Source data:
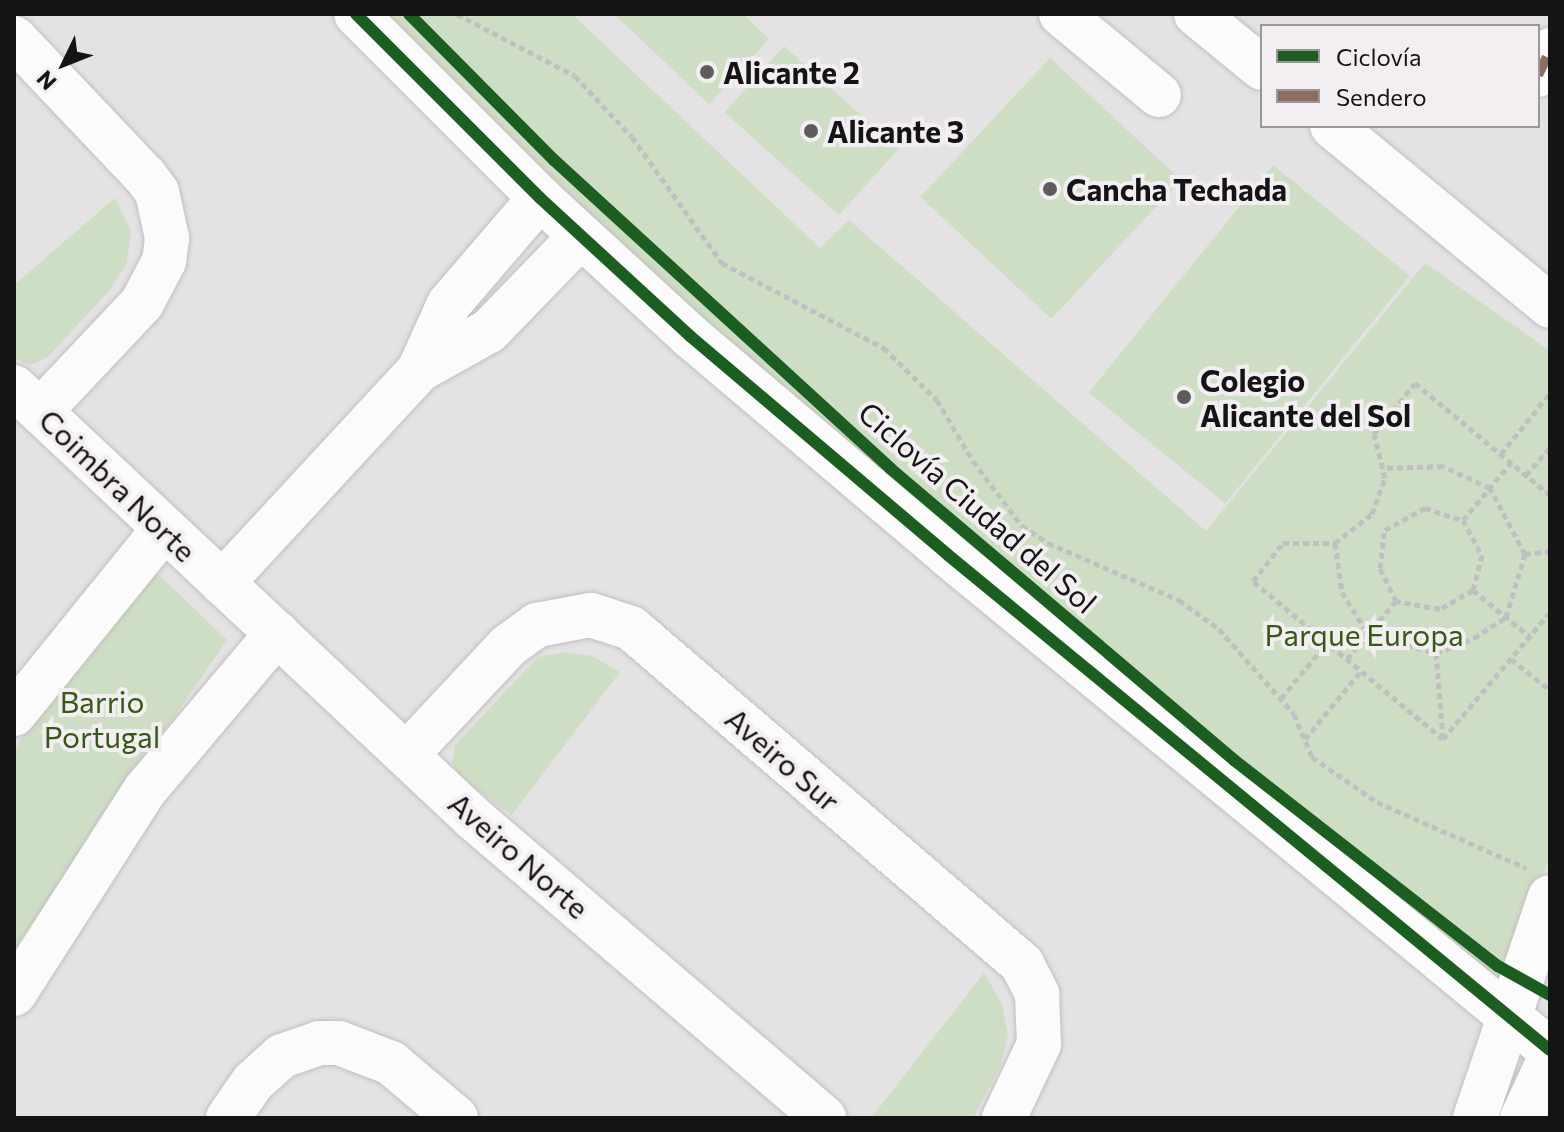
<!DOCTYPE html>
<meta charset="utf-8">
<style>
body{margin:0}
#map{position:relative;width:1564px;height:1132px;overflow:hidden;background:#e5e2e4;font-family:Commissioner,sans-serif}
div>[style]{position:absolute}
.green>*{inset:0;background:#cedec4;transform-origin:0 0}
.path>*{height:5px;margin-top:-2.5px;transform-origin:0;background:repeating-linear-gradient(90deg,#c1c0c1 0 6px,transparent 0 10px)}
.roads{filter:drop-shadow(0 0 2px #c1bfc0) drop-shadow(0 0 2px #c1bfc0)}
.minor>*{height:44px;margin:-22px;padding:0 22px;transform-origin:22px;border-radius:22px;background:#fbfbfb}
.quiet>*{height:10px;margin-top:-5px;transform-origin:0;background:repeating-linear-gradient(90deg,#8d6e63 0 20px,transparent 0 30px)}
.cycleway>*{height:12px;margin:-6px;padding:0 6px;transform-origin:6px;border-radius:6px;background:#1b5e20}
.dots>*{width:22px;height:22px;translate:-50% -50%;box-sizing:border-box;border:4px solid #f3eef2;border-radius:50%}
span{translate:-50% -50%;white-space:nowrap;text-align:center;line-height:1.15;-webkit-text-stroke:8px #f3eef2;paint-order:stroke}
.poi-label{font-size:30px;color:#151415;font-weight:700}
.left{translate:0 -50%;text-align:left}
.street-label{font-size:30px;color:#151415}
.park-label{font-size:30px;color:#345a14}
.frame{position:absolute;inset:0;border:16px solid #151415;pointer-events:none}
.legend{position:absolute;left:1260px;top:24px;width:280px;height:104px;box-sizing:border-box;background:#f3eef2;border:2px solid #9a979a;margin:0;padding:10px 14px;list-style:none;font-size:24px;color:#151415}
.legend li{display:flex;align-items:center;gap:16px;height:40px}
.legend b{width:40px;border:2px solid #9a979a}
.north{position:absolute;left:24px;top:24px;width:80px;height:80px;-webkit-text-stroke:6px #f3eef2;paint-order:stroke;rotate:227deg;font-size:22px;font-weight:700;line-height:32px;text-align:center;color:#151415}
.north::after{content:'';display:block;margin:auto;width:28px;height:36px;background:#151415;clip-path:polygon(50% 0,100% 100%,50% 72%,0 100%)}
</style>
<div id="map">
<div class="green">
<div style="clip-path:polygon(383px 14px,572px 14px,820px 248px,849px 220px,1206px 531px,1425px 263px,1550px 351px,1550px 856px,1503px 982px,1174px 721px,715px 329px,583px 213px)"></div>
<div style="clip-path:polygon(614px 14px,743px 14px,769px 39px,709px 104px)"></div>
<div style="left:784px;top:46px;width:154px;height:89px;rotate:42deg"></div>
<div style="left:1050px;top:58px;width:179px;height:190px;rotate:43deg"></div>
<div style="left:1273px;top:165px;width:176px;height:293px;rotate:39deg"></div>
<div style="clip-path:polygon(115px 198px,131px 230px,127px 263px,109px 291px,48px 357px,30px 365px,14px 358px,14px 285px)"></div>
<div style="clip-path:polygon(154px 570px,227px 640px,14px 950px,14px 750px,64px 677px)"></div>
<div style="clip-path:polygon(565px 652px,592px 656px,620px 672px,512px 815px,462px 780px,452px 763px,455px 745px,538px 657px)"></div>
<div style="clip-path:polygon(984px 973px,1002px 1004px,1008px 1036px,1001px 1065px,974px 1117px,871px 1118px)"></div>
</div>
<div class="path">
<div style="left:457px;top:14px;width:133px;rotate:27.7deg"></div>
<div style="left:575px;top:76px;width:83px;rotate:46.9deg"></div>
<div style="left:632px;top:137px;width:155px;rotate:54.5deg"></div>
<div style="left:722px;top:263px;width:183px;rotate:27.7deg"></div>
<div style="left:884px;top:348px;width:74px;rotate:44.5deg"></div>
<div style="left:937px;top:400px;width:71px;rotate:59.5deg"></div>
<div style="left:973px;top:461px;width:81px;rotate:53deg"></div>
<div style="left:1022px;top:526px;width:31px;rotate:33deg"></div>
<div style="left:1048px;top:543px;width:143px;rotate:23.5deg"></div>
<div style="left:1179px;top:600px;width:49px;rotate:35.9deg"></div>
<div style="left:1219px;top:629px;width:113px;rotate:48.6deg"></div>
<div style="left:1294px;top:714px;width:47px;rotate:67.3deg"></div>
<div style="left:1312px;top:757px;width:79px;rotate:34.7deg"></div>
<div style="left:1377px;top:802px;width:163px;rotate:23.9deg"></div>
<div style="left:1501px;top:454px;width:78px;rotate:-51.2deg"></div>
<div style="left:1526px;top:475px;width:37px;rotate:-49deg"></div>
<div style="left:1425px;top:508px;width:40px;rotate:18deg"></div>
<div style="left:1463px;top:520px;width:40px;rotate:62deg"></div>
<div style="left:1482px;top:555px;width:36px;rotate:104deg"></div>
<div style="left:1473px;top:590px;width:38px;rotate:150deg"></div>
<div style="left:1440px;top:609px;width:45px;rotate:-169.7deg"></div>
<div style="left:1396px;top:601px;width:37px;rotate:-116deg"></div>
<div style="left:1380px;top:568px;width:38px;rotate:-83deg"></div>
<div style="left:1385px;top:530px;width:46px;rotate:-28.8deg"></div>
<div style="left:1463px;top:520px;width:75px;rotate:-49.9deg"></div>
<div style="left:1335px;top:543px;width:49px;rotate:81.9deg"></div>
<div style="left:1342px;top:592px;width:49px;rotate:58.2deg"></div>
<div style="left:1368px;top:634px;width:71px;rotate:15.6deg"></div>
<div style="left:1436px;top:653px;width:41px;rotate:-21.5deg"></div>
<div style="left:1474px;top:638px;width:38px;rotate:-33deg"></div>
<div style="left:1506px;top:617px;width:66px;rotate:-73.2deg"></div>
<div style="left:1525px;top:554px;width:75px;rotate:-117.9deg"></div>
<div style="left:1490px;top:488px;width:52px;rotate:-154.9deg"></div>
<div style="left:1443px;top:466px;width:60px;rotate:178.1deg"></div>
<div style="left:1525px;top:554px;width:25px;rotate:-7deg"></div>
<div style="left:1473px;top:590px;width:72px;rotate:39.4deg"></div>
<div style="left:1436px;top:653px;width:85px;rotate:85.3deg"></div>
<div style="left:1347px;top:659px;width:76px;rotate:-49.8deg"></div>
<div style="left:1511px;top:659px;width:50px;rotate:38.5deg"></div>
<div style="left:1281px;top:698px;width:72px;rotate:-50.1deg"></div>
<div style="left:1305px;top:739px;width:88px;rotate:-50.5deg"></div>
<div style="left:1443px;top:739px;width:247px;rotate:-140.3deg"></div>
<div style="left:1253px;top:581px;width:48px;rotate:-51.7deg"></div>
<div style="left:1283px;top:543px;width:52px"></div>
<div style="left:1335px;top:543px;width:47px;rotate:-38.1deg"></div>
<div style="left:1372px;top:514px;width:38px;rotate:-70deg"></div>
<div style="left:1385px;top:478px;width:45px;rotate:-104deg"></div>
<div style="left:1374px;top:434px;width:65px;rotate:-51.2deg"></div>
<div style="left:1415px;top:383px;width:175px;rotate:39.7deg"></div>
<div style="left:1443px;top:739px;width:166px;rotate:-49.9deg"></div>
</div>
<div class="roads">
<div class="minor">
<div style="left:356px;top:14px;width:260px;rotate:45deg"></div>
<div style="left:540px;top:198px;width:204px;rotate:42.6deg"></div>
<div style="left:690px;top:336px;width:338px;rotate:40.3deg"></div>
<div style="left:948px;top:555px;width:779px;rotate:39.43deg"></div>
<div style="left:1061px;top:14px;width:127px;rotate:39.6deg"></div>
<div style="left:1196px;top:14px;width:85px;rotate:39.3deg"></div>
<div style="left:14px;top:38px;width:190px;rotate:46.5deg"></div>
<div style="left:145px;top:176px;width:20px;rotate:53deg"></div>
<div style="left:157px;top:192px;width:47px;rotate:77.7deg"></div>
<div style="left:167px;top:238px;width:23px;rotate:97deg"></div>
<div style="left:164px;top:261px;width:47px;rotate:117.6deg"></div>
<div style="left:142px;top:303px;width:147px;rotate:133.3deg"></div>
<div style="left:1538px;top:75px;width:28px;rotate:-64deg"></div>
<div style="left:1332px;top:126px;width:283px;rotate:39.5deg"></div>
<div style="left:419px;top:370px;width:80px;rotate:-29.1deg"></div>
<div style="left:489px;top:331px;width:131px;rotate:-45.9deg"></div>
<div style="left:14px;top:387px;width:628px;rotate:43.19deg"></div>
<div style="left:472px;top:817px;width:463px;rotate:40.5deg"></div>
<div style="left:222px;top:583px;width:290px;rotate:-47.2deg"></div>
<div style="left:419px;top:370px;width:72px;rotate:-65.6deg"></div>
<div style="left:449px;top:304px;width:140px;rotate:-49.4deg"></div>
<div style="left:14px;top:714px;width:237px;rotate:-51deg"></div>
<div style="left:408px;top:753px;width:146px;rotate:-46.9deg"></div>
<div style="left:508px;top:646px;width:36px;rotate:-36deg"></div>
<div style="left:537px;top:625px;width:55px;rotate:-10.5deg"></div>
<div style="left:591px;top:615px;width:42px;rotate:18deg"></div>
<div style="left:631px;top:628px;width:516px;rotate:40.67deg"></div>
<div style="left:1022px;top:964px;width:34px;rotate:63deg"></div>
<div style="left:1037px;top:994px;width:50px;rotate:87.7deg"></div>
<div style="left:1039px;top:1044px;width:82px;rotate:115.3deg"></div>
<div style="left:14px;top:994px;width:242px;rotate:-57.3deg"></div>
<div style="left:145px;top:790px;width:205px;rotate:-49.9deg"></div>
<div style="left:228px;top:1118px;width:44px;rotate:-55.2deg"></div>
<div style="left:253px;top:1082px;width:39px;rotate:-42deg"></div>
<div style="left:282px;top:1056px;width:39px;rotate:-19deg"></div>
<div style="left:319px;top:1043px;width:20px"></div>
<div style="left:339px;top:1043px;width:56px;rotate:21deg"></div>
<div style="left:391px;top:1063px;width:85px;rotate:40.2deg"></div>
<div style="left:1475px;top:1118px;width:233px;rotate:-71.3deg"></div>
<div style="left:1522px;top:1118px;width:66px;rotate:-65deg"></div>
</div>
</div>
<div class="quiet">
<div style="left:1538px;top:75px;width:28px;rotate:-64deg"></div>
</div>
<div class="cycleway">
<div style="left:356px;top:14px;width:260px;rotate:45deg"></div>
<div style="left:540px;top:198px;width:204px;rotate:42.6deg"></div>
<div style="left:690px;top:336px;width:338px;rotate:40.3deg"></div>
<div style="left:948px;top:555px;width:779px;rotate:39.43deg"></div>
<div style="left:409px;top:14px;width:206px;rotate:45.2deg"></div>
<div style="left:554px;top:160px;width:457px;rotate:42.5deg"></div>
<div style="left:891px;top:469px;width:450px;rotate:40.3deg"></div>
<div style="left:1234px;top:760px;width:335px;rotate:38deg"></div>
<div style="left:1498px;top:966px;width:60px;rotate:29.1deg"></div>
</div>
<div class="dots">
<div style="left:707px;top:72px;background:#5e5c5d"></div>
<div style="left:811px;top:131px;background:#5e5c5d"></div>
<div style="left:1050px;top:189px;background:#5e5c5d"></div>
<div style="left:1184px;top:397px;background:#5e5c5d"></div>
</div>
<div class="poi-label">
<span class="left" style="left:723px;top:72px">Alicante 2</span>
<span class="left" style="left:827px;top:131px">Alicante 3</span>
<span class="left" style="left:1066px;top:189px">Cancha Techada</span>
<span class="left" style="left:1200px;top:397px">Colegio<br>Alicante del Sol</span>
</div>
<div class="street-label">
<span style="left:118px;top:485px;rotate:44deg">Coimbra Norte</span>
<span style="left:978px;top:507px;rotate:41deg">Ciclovía Ciudad del Sol</span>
<span style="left:783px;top:759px;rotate:41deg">Aveiro Sur</span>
<span style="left:519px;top:855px;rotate:41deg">Aveiro Norte</span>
</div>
<div class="park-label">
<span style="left:1364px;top:634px">Parque Europa</span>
<span style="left:102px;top:718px">Barrio<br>Portugal</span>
</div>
<div class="frame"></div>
<ul class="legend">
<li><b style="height:10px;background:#1b5e20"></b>Ciclovía</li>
<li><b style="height:10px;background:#8d6e63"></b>Sendero</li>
</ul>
<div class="north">N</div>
</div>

Try it: Print the material above word for word, first line through the line with "2px #c1bfc0) drop-shadow(0", and leave every picture out.

Task response:
<!DOCTYPE html>
<meta charset="utf-8">
<style>
body{margin:0}
#map{position:relative;width:1564px;height:1132px;overflow:hidden;background:#e5e2e4;font-family:Commissioner,sans-serif}
div>[style]{position:absolute}
.green>*{inset:0;background:#cedec4;transform-origin:0 0}
.path>*{height:5px;margin-top:-2.5px;transform-origin:0;background:repeating-linear-gradient(90deg,#c1c0c1 0 6px,transparent 0 10px)}
.roads{filter:drop-shadow(0 0 2px #c1bfc0) drop-shadow(0 0 2px #c1bfc0)}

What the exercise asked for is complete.